A lot of expenses are negotiable, but many just aren’t. You have to buy groceries. You have to pay your homeowner’s insurance premiums. You have to go on that golf trip this winter (this one may be open to debate).
As we’ve discussed in the past, it can be very useful to break expenses down into fixed and variable. Another big way to categorize retirement expenses is as essential and discretionary. Where fixed and variable expenses focus on which expenses can be lowered, essential and discretionary expenses are about determining what costs must be paid and what you could go without in case of an emergency.
What Are Essential and Discretionary Expenses?
Essential expenses are the things you really need to pay for – either because they are necessary to live, or they are meaningful to you. Expenses should be classified as essential if they would be among the last things you’d give up if something happened to your retirement income.
Discretionary expenses are the things that you want to do, but are willing to sacrifice if something happened to your retirement income.
Everything you’d be willing to sacrifice before you give up your essential expenses would be classified as discretionary.
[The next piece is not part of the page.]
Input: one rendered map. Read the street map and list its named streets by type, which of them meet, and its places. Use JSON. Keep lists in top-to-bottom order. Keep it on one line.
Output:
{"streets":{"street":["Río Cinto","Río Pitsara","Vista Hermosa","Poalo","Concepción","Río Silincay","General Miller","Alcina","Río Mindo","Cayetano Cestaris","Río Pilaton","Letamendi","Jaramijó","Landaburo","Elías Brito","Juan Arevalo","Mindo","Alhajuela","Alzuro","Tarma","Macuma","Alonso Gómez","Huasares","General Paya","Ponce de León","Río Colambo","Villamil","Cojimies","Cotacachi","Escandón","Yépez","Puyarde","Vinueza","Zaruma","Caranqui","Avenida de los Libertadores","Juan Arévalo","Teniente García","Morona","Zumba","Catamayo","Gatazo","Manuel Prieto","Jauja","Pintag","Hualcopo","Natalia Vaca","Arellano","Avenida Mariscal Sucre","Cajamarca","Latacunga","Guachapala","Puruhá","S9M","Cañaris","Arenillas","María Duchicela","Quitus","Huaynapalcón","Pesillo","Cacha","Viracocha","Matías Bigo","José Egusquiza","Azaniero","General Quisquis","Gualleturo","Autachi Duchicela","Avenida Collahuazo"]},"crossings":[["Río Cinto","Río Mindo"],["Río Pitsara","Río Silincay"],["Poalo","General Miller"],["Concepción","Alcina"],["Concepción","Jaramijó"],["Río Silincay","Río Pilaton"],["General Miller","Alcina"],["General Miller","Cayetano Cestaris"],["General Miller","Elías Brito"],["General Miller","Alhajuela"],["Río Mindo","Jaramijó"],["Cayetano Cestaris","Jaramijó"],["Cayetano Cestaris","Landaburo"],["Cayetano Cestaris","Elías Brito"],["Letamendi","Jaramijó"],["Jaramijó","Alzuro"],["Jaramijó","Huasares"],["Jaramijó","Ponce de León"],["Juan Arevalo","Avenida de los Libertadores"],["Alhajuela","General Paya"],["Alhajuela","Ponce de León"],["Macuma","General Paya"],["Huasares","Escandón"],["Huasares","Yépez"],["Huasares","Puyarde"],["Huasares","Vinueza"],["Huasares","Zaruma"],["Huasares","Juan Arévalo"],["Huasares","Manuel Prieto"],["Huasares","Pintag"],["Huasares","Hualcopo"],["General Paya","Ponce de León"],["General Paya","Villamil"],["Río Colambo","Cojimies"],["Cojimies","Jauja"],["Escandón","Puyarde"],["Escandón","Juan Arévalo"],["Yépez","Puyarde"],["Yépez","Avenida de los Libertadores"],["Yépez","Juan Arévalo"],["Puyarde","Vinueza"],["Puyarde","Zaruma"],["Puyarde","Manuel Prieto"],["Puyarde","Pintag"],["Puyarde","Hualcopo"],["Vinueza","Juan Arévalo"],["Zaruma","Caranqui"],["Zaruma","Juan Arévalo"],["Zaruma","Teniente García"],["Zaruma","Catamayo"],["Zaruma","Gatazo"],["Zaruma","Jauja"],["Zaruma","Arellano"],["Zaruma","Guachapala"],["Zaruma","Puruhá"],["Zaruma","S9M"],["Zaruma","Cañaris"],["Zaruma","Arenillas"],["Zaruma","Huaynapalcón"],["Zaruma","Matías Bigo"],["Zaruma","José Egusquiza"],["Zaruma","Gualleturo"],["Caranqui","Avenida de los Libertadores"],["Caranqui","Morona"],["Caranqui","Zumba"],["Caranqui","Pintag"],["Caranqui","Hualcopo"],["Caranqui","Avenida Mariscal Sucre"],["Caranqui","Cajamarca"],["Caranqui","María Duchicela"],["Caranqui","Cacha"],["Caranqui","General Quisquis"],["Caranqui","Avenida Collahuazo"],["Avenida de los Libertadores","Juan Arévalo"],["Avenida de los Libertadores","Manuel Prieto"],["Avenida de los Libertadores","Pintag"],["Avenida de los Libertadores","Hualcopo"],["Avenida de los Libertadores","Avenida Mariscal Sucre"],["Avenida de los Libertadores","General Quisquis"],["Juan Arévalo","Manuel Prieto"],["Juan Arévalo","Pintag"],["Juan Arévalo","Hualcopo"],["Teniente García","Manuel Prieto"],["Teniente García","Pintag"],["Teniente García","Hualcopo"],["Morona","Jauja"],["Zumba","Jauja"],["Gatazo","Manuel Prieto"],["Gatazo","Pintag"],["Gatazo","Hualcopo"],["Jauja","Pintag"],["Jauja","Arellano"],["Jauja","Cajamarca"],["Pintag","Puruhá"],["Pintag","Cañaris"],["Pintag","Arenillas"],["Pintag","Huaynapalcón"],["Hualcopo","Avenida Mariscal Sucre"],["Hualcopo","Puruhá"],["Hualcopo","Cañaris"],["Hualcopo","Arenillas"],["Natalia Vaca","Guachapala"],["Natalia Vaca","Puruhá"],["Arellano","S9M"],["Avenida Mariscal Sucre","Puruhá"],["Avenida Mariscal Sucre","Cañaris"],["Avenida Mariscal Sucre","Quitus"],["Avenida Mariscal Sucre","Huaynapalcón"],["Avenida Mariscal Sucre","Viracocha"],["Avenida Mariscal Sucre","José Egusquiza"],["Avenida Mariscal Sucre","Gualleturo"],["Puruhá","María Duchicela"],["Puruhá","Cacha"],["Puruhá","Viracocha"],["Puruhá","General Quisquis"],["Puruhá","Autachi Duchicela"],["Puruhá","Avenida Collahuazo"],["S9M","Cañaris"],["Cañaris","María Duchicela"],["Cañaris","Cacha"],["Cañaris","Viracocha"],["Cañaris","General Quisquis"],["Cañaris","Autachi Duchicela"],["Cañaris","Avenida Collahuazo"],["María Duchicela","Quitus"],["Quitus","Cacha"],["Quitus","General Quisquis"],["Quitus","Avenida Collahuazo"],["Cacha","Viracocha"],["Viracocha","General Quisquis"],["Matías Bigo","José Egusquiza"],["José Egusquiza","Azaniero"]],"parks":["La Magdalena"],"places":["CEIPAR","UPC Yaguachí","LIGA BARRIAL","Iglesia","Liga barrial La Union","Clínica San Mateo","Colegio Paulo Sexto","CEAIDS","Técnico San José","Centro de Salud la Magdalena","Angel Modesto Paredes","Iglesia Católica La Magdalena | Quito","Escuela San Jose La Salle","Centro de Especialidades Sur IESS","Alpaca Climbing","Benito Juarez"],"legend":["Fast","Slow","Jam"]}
It’s not that discretionary expenses aren’t important to you, but they’re not among the most important.
But, like most dichotomies, this isn’t truly binary – it’s a continuum. Very few things are truly essential – food, shelter, that’s pretty much it. But there are plenty of items that would really hurt to have to reduce or give up entirely. When sorting essential and discretionary expenses, the goal is to figure out what proportion of your spending is in that “really hurts” group, and how much is spent on things that wouldn’t cause you quite as much pain to go without.
Why Do Essential and Discretionary Expenses Matter?
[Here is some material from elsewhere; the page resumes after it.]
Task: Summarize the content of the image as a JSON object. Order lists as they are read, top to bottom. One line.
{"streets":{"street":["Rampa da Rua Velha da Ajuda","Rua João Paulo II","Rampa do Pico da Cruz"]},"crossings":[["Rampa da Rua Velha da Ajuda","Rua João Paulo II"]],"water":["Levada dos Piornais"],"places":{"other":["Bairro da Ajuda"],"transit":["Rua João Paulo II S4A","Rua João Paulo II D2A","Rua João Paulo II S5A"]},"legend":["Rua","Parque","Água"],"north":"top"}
Just like with fixed and variable expenses, identifying your essential and discretionary expenses helps determine where you can be more flexible with your retirement spending. If another 2008 hits two years after you retire, how much can you dial back your spending so the rest of your retirement plan isn’t thrown off-course?
The more essential expenses you have, the less flexible your retirement spending becomes. If a good amount of your spending is discretionary, you’ll be able to make adjustments without feeling it too much.
So What Does That Mean for My Retirement Plan?
This isn’t just a thought exercise in case things go wrong. It has a real impact on how you structure your retirement income plan. You want to be confident that you’ll be able to pay for your essential expenses, so if you have more of them, you’ll want to incorporate reliable income sources into your retirement income plan.
If more of your expenses are discretionary, you can afford to take more risk. More of your income can come from your diversified investment portfolio. Flexibility is a desirable quality in a retirement spending plan because if (ok, when) we run into a bad market situation in the future, you can adjust your spending to match the situation.
If you understand how much spending flexibility you have, you can build your retirement income plan to match up with the right level of risk for you and get on the path to a secure retirement.